トヨタ豊田章男社長とNTT澤田社長は24日、両社互いに2000億円規模の出資を行い、株式を持ち合う資本提携について、東京都内で記者会見に登壇。NTTがトヨタ株の0.90%を、トヨタがNTT株の2.07%を取得。もともと両社はすでに情報通信技術開発での連携を発表済みながら、この資本提携により体制をさらに強化する。
「スマートシティ構想」でタッグ。資本提携はビッグニュースだが...
両社にとって共通のテーマは「最先端の街づくり」=「スマートシティ構想」。トヨタは1月にラスベガスで行われた世界最大の見本市、コンシューマー・エレクトロニクス・ショー(CES)にて、静岡県裾野市の東富士工場跡地に東京ドーム約15個分に値する範囲で街づくりを進める開発プロジェクト「コネクティッド・シティ」を発表した。

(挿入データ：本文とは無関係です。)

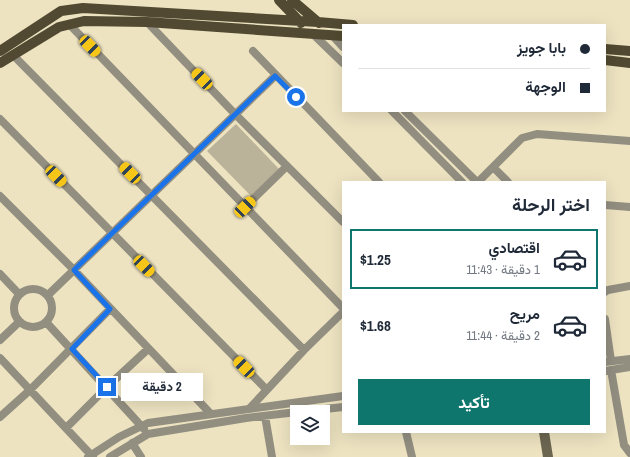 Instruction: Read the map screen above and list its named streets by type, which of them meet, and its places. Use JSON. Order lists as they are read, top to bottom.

この実験においても、トヨタとNTTはタッグを組んでおり、最近技術を駆使した通信インフラによる実験都市の具現化を目指す。NTTもまた5Gなどの高速大容量通信による「スマートワールド」構想をあらかじめ発表していた。子会社であるドコモにおいて私が昨年まで所属していた部署もずばり「スマートライフ推進部」であり、スマートシティはこれまでの事業推進の延長線上にあくまである。

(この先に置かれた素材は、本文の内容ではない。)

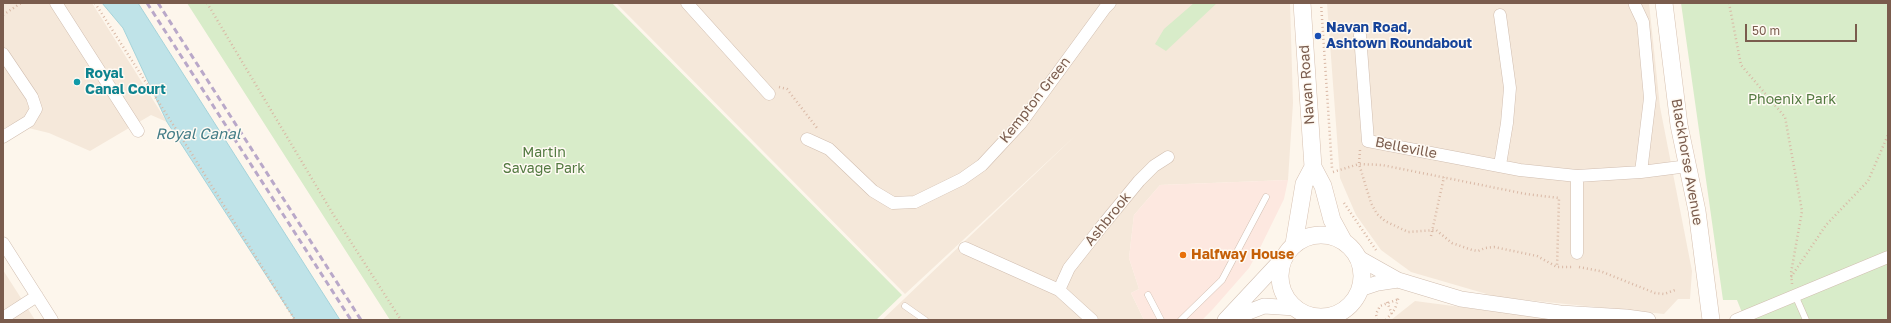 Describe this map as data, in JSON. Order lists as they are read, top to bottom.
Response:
{
  "streets": {
    "main road": ["Navan Road", "Blackhorse Avenue"],
    "street": ["Kempton Green", "Belleville", "Ashbrook"]
  },
  "crossings": [
    ["Belleville", "Blackhorse Avenue"]
  ],
  "water": ["Royal Canal"],
  "parks": ["Phoenix Park", "Martin Savage Park"],
  "places": ["Navan Road, Ashtown Roundabout", "Royal Canal Court", "Halfway House"],
  "scale_bar": "50 m"
}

こうした点を踏まえると、業界に馴染みのある者にとって今回の発表は、日本経済産業界における自動車の巨人と通信事業の巨人がお互いに資本提携という非常に大きな枠組みを示したものの、それ以上の具体的な目玉はなかった…と見たはずだ。資本提携そのものは、のけぞるほどのビッグニュースであるものの、具体的施策については「今後」と含みをもたせたに過ぎない。そう考えただろう。

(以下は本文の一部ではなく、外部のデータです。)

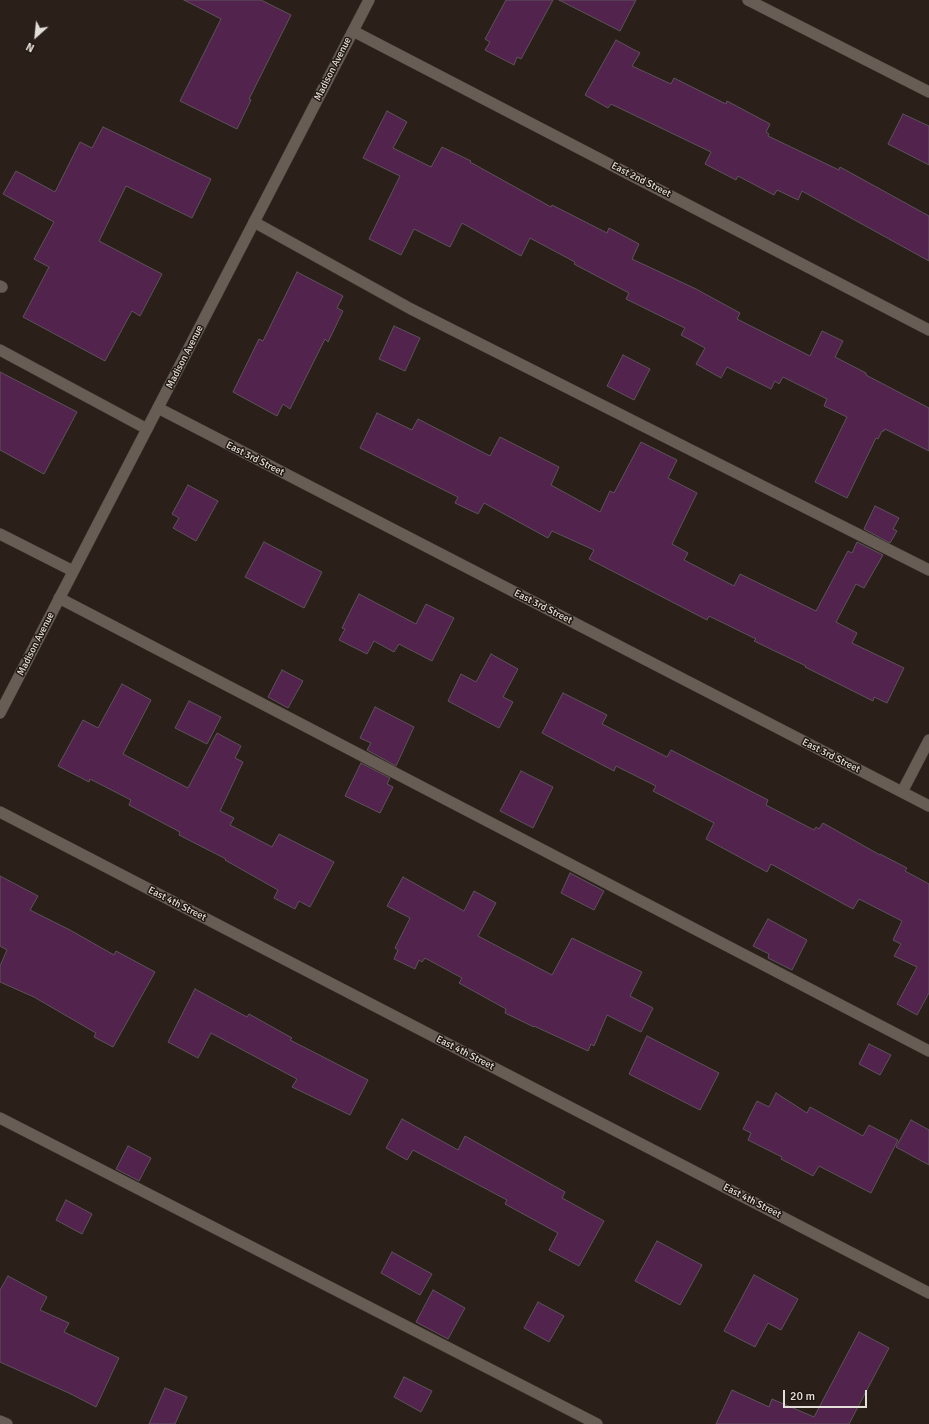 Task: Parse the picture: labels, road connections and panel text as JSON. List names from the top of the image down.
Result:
{
  "streets": {
    "street": [
      "Madison Avenue",
      "East 2nd Street",
      "East 3rd Street",
      "East 4th Street"
    ]
  },
  "crossings": [
    ["Madison Avenue", "East 2nd Street"],
    ["Madison Avenue", "East 3rd Street"]
  ],
  "scale_bar": "20 m",
  "north": "bottom left"
}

正直なところ、発注を受け見積もりを提出し、業務完了後に請求書を作成してから、毎回値引き交渉を入れて来るトヨタという企業と、何を企画しても業務遂行までスピード感の欠片もない官僚気質の抜けないNTT……と、通信業界とのつながりが深い私自身も高を括って眺めていただけに、GAFAへの「対抗の意思はある」と明言した点には、少しばかりたまげた。
記者会見での豊田社長と澤田社長(NHKライブ映像より)
会見を見た方や記者たちも、発表後の質疑応答の両社長の熱量には、ちょっと面食らったのではないだろうか。
豊田社長は、「オープンにいろんな方を入れる。それぞれ未来の価値を作る時、『ここは協調、ここは競争』という、無色透明な企業連合ができる(中略)みんなが幸せになる未来ができる」とビジョナリーらしくコメント。「日本もなかなかやるな、と言われたい」と締めくくった。
一方の澤田社長は、「NTTのスタンスは(中略)いろんな方々と協業を行っている。トヨタとNTTの業務提携はコアですが、あくまでオープンマインド」と全方位外交である点に言及しつつも、記者から「GAFAの開発予算は3兆円あるが……」と向けられると「(予算の)数え方は国によって違う。(我々は)試験研究費だけで2000億円、サービス開発費入れたら6000億円」と対抗心を覗かせた。